After leading a season in which his new team saw a return to relevance by taking several turns on the national stage during the regular season, Peyton Manning’s Denver Broncos were exposed as nothing more than an attempt to buy something another team that developed from within, were more deserving of.
My father used to refer to the Yankees and their annual attempts at “buying the pennant,” when I was a kid growing up in New York. I used to silently stew while dad was enjoying a good run of fortune with his N.Y. Mets (his adopted team after the Giants moved to San Francisco) in 1969, as all throughout the sixties, well, specifically after 1964 and through 1975, the Yankees endured one of their lousiest stretches ever.
George Steinbrenner bought a Yankees franchise in decay in 1973 and immediately went about the process of restoring this once great team to its former, seemingly perpetual and annual, runs to pennant glory.
Steinbrenner was not at all about patience and began spending lavishly on free agents as soon as he could. Although the team made the World Series in 1976, they were embarrassingly swept by the Cincinnati Reds in that Fall Classic. But the tone was set. Steinbrenner, each and every year thereafter, was not about to lose a pennant, let alone a world series ever again, for lack of spending, I mean, trying.
Go big or go home.
It is the American way.
Yet sports are a great equalizer and sensei to this way of doing business.
Each and every year the Yankees assemble the best team money can buy. They gladly pay out luxury tax to small market teams as the price of having a payroll that exceeds the Collective Bargaining Agreement threshold—all in the name of putting the best possible product on the field for its fans.
Money buys a lot of things, a lot of material stuff, many items we can put our fingers on. But money does not have the power to assure the outcome of either baseball or football or basketball or any team sports’ seasons. The fact is that while money can purchase the best players available, the games still have to be played on the fields and courts.
What happens within the confines of team environments—whether on the playing field or around the water cooler, is what determines who wins.
We have leaders and followers. We have those in search of individual accolades who are in contract years and playing for one last big payday to be signed off on during the off season.
In the case of the Denver Broncos, they failed to do their homework.
I am not speaking of the infamous four Manning neck surgeries and what he might or might not have had left in the tank, when they were in the process of making him an offer he could not refuse.
Their arrogance at selling both Manning and their fan base on a dream that could not ever be realized was only outdistanced by the depth of the disappointment they experienced Saturday evening.

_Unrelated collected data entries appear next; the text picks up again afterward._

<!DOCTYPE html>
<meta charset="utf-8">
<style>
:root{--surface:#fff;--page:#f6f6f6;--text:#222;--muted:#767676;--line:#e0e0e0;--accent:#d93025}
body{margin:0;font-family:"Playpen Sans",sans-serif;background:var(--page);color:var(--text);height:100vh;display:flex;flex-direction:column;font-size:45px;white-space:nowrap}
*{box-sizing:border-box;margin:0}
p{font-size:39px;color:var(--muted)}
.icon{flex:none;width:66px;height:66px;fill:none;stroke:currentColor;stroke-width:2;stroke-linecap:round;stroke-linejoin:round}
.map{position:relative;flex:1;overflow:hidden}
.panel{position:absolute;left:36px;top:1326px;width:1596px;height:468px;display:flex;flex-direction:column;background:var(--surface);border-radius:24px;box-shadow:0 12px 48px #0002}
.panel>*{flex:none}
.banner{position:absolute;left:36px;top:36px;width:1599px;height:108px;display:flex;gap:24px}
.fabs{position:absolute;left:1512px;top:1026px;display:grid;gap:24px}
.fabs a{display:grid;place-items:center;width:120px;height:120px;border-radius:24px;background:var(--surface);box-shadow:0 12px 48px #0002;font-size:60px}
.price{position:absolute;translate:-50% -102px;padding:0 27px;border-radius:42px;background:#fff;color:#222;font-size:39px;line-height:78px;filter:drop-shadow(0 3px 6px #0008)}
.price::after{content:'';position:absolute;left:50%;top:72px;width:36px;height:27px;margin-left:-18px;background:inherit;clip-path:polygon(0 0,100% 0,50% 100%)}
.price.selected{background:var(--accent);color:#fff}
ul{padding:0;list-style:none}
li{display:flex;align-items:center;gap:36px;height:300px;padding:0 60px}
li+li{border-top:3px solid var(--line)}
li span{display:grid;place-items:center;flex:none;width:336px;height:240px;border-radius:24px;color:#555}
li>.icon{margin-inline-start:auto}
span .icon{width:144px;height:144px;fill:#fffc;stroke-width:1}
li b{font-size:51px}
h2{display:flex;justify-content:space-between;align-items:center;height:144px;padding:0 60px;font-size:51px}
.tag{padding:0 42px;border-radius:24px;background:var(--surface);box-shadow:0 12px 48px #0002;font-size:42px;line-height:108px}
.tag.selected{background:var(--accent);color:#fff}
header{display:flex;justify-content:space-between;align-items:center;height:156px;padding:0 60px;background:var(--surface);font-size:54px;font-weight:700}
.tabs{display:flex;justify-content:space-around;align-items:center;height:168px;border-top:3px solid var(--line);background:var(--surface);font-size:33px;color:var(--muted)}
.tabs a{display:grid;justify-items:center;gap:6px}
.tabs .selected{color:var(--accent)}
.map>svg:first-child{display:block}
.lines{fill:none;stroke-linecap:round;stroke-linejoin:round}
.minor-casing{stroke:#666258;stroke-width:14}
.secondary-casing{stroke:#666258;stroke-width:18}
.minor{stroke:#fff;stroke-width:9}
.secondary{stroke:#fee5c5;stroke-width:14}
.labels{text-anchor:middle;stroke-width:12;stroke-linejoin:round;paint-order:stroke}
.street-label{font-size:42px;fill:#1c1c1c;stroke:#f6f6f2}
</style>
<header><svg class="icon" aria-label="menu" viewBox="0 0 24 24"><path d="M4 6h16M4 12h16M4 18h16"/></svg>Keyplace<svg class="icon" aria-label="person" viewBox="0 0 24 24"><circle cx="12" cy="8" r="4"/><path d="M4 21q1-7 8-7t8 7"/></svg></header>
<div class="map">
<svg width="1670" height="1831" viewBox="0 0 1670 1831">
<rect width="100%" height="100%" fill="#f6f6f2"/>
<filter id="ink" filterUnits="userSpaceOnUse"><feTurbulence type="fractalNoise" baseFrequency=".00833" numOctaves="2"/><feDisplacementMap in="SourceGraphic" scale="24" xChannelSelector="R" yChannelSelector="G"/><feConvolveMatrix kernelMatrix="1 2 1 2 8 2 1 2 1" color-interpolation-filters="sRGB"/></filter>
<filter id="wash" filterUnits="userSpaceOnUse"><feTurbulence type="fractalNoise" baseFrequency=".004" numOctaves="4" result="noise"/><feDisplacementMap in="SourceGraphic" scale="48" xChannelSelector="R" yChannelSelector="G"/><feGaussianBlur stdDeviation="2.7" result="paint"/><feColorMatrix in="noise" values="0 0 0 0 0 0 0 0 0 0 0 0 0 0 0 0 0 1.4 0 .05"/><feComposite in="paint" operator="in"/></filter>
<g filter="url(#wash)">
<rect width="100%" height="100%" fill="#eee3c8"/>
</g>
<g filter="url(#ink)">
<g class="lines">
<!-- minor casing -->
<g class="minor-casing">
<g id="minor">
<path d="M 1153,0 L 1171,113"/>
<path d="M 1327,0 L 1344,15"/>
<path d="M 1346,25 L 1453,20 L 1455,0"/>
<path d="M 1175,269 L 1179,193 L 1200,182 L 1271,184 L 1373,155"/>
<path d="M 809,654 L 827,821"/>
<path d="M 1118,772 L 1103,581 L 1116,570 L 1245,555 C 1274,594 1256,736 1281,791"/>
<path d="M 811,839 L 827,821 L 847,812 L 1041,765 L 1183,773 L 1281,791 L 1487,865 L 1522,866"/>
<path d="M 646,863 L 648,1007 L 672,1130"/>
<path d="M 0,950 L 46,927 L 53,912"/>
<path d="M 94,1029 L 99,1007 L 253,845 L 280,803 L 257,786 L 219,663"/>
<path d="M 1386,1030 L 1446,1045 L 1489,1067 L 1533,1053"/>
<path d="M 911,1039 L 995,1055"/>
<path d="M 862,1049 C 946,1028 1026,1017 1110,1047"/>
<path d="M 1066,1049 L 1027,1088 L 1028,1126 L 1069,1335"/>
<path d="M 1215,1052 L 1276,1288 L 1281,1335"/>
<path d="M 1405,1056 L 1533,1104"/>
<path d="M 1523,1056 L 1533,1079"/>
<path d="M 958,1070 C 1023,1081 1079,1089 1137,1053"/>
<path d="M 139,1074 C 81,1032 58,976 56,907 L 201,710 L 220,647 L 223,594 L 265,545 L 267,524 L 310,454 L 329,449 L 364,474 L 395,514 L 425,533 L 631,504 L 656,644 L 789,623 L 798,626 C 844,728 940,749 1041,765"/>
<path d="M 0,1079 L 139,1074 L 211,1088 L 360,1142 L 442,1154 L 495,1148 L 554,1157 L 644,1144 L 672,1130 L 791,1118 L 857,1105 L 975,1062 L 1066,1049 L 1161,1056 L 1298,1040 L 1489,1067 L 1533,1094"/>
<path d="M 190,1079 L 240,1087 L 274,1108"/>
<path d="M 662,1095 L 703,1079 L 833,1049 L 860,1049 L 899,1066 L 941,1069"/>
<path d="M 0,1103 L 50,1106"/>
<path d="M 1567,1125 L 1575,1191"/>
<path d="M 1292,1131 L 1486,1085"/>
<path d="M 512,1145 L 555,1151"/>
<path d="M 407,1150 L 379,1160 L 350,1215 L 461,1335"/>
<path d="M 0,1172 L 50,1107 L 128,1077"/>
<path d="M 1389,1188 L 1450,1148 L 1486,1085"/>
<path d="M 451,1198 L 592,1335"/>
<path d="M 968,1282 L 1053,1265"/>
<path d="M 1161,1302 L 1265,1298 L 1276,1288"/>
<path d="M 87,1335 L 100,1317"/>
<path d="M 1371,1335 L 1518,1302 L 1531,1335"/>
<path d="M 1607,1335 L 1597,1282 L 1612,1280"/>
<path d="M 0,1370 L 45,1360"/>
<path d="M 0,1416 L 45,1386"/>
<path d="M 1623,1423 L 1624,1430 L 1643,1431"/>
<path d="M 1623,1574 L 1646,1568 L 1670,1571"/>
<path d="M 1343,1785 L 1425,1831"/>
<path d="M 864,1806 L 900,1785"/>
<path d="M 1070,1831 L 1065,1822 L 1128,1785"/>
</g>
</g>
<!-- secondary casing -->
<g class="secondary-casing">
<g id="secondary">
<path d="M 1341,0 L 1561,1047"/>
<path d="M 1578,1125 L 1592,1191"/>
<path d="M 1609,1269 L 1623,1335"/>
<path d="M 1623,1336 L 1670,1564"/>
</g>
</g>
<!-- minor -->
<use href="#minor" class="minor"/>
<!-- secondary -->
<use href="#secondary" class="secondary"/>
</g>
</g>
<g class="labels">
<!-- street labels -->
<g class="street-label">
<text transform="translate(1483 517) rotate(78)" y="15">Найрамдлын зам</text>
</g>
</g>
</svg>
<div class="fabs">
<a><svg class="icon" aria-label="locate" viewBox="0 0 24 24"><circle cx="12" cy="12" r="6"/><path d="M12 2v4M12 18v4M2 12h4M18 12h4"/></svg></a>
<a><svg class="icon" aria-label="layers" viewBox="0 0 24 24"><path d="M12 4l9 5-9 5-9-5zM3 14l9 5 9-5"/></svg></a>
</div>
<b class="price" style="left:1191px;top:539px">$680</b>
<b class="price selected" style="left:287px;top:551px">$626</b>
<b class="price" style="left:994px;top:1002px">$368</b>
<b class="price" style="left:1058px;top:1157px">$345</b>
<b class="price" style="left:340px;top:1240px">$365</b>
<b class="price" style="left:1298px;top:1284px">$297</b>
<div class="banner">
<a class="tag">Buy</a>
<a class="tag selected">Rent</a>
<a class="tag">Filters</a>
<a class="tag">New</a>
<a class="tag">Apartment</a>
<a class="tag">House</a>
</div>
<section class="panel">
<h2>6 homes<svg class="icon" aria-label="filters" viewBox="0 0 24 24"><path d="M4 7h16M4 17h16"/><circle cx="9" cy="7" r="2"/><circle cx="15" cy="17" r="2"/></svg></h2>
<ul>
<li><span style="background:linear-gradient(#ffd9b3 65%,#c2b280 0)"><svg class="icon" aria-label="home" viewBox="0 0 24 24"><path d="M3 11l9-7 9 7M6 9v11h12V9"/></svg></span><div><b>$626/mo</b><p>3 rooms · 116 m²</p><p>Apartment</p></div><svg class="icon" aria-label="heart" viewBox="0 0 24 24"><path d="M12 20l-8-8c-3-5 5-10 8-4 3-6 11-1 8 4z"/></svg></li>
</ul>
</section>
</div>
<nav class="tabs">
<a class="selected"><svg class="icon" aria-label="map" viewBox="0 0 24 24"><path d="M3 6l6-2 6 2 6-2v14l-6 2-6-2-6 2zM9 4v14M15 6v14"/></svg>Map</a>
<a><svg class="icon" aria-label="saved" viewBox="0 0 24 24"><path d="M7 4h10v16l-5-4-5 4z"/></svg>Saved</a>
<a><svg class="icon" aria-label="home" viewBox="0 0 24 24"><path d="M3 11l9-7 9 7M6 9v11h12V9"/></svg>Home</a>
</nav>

In Peyton’s Place Won’t Be Here I touched upon the fact that aging, high-priced veteran quarterbacks on their second teams rarely enjoy any success beyond the age of 35.
But now that we understand it is fact that professional athletes are physically in decline after 35 and great QBs never are as great after leaving their long-time teams for someplace new, we still want to see Peyton make another run next year.
Sadly, it will not be nearly as pretty as this year was up until Saturday.
But Denver’s John Elway will privately take solace in the fact the team made the playoffs again—having had the stones to take a flyer on a first ballot Hall of Famer having another Super Bowl run in him.
Money brought Peyton here, but players drafted and developed into a veteran team that played together when it mattered most at crunch time sent him home.